What is needed> Retype the data below exactly; skip every image.

Data block>
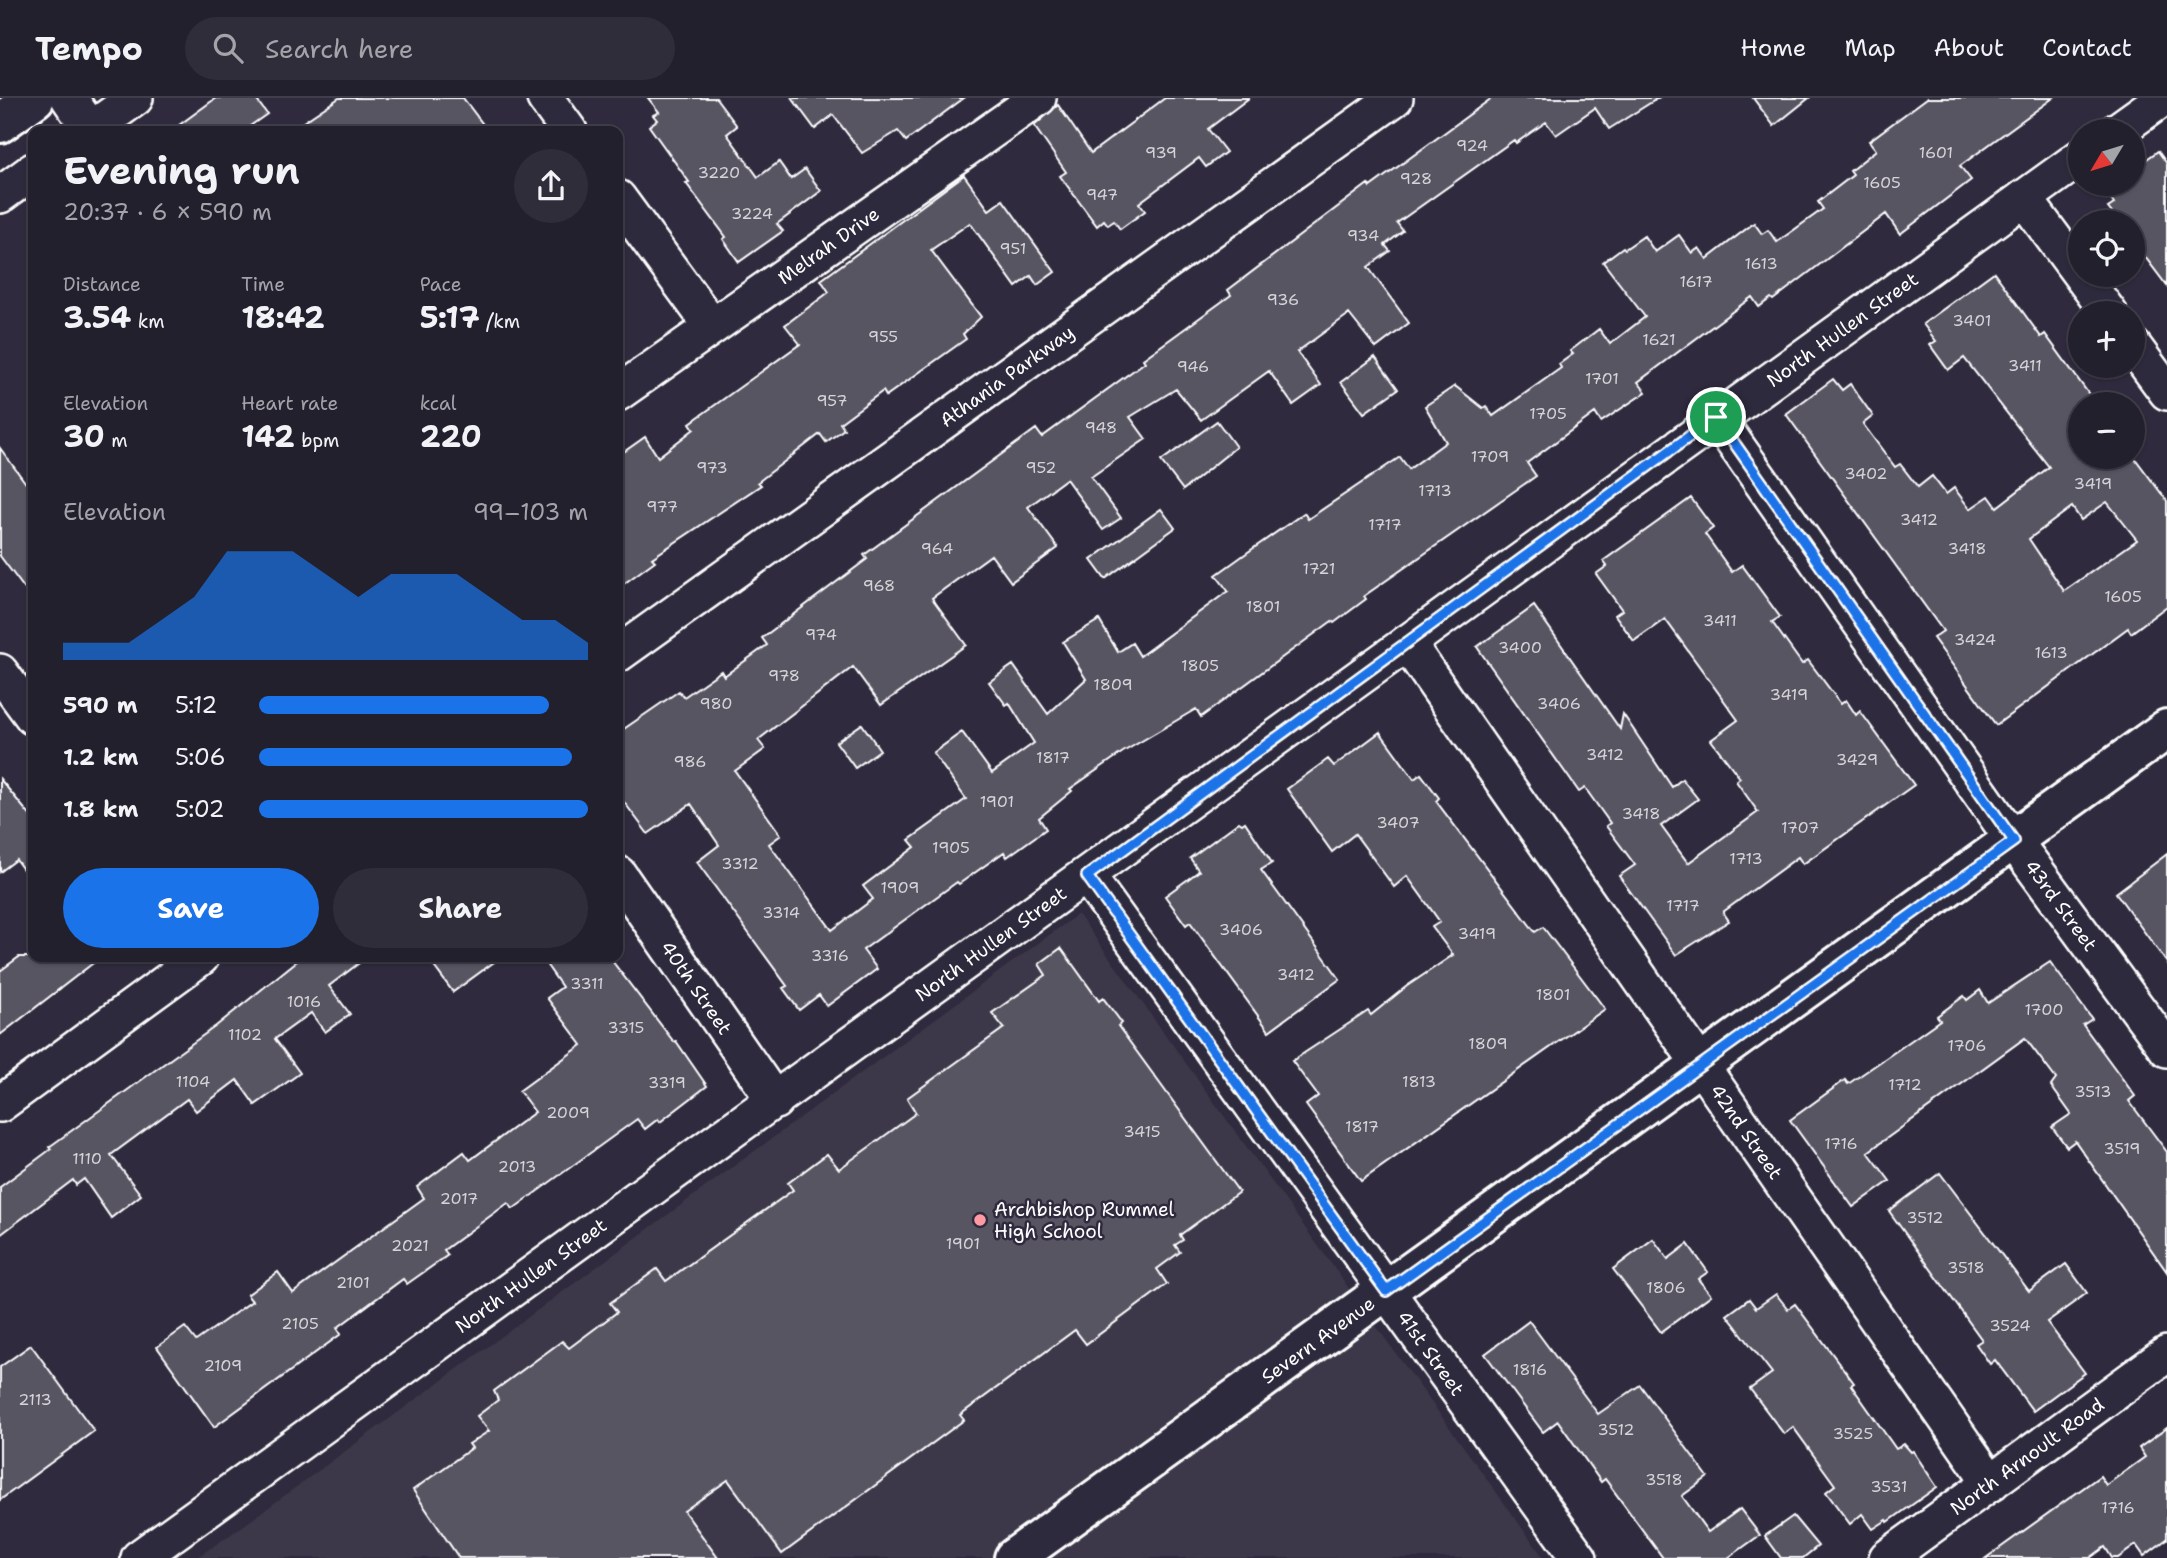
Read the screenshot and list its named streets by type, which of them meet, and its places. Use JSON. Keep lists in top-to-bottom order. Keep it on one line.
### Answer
{"streets":{"main road":["Severn Avenue"],"street":["Melrah Drive","North Hullen Street","Athania Parkway","43rd Street","40th Street","42nd Street","41st Street","North Arnoult Road"]},"crossings":[["North Hullen Street","43rd Street"],["North Hullen Street","40th Street"],["North Hullen Street","42nd Street"],["North Hullen Street","41st Street"],["43rd Street","Severn Avenue"],["42nd Street","Severn Avenue"],["42nd Street","North Arnoult Road"],["Severn Avenue","41st Street"]],"places":["Archbishop Rummel High School"],"house_numbers":["924","939","1601","3220","928","1605","947","3224","934","951","1613","1617","936","3401","955","1621","3411","946","1701","957","1705","948","1709","973","952","3402","3419","1713","977","3412","1717","964","3418","1721","968","1605","1801","3411","974","3424","3400","1613","1805","978","1809","3419","980","3406","3412","1817","3429","986","1901","3418","3407","1707","1905","1713","3312","1909","1717","3314","3406","3419","3316","3412","3311","1801","1016","1700","3315","1102","1809","1706","1104","1813","3319","1712","3513","2009","1817","3415","1716","3519","1110","2013","2017","3512","1901","2021","3518","2101","1806","2105","3524","2109","1816","2113","3512","3525","3518","3531","1716"],"north":"bottom left","page":{"header":"Tempo","search":"Search here","nav":["Home","Map","About","Contact"],"map_buttons":["+","−"],"heading":["Evening run","20:37 · 6 × 590 m"],"stats":[["Distance","3.54 km"],["Time","18:42"],["Pace","5:17 /km"],["Elevation","30 m"],["Heart rate","142 bpm"],["kcal","220"]],"chart":["Elevation","99–103 m"],"list":[{"name":"590 m","note":"5:12"},{"name":"1.2 km","note":"5:06"},{"name":"1.8 km","note":"5:02"}],"buttons":["Save","Share"]}}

Completed exercise>
Read the screenshot and list its named streets by type, which of them meet, and its places. Use JSON. Keep lists in top-to-bottom order. Keep it on one line.
### Answer
{"streets":{"main road":["Severn Avenue"],"street":["Melrah Drive","North Hullen Street","Athania Parkway","43rd Street","40th Street","42nd Street","41st Street","North Arnoult Road"]},"crossings":[["North Hullen Street","43rd Street"],["North Hullen Street","40th Street"],["North Hullen Street","42nd Street"],["North Hullen Street","41st Street"],["43rd Street","Severn Avenue"],["42nd Street","Severn Avenue"],["42nd Street","North Arnoult Road"],["Severn Avenue","41st Street"]],"places":["Archbishop Rummel High School"],"house_numbers":["924","939","1601","3220","928","1605","947","3224","934","951","1613","1617","936","3401","955","1621","3411","946","1701","957","1705","948","1709","973","952","3402","3419","1713","977","3412","1717","964","3418","1721","968","1605","1801","3411","974","3424","3400","1613","1805","978","1809","3419","980","3406","3412","1817","3429","986","1901","3418","3407","1707","1905","1713","3312","1909","1717","3314","3406","3419","3316","3412","3311","1801","1016","1700","3315","1102","1809","1706","1104","1813","3319","1712","3513","2009","1817","3415","1716","3519","1110","2013","2017","3512","1901","2021","3518","2101","1806","2105","3524","2109","1816","2113","3512","3525","3518","3531","1716"],"north":"bottom left","page":{"header":"Tempo","search":"Search here","nav":["Home","Map","About","Contact"],"map_buttons":["+","−"],"heading":["Evening run","20:37 · 6 × 590 m"],"stats":[["Distance","3.54 km"],["Time","18:42"],["Pace","5:17 /km"],["Elevation","30 m"],["Heart rate","142 bpm"],["kcal","220"]],"chart":["Elevation","99–103 m"],"list":[{"name":"590 m","note":"5:12"},{"name":"1.2 km","note":"5:06"},{"name":"1.8 km","note":"5:02"}],"buttons":["Save","Share"]}}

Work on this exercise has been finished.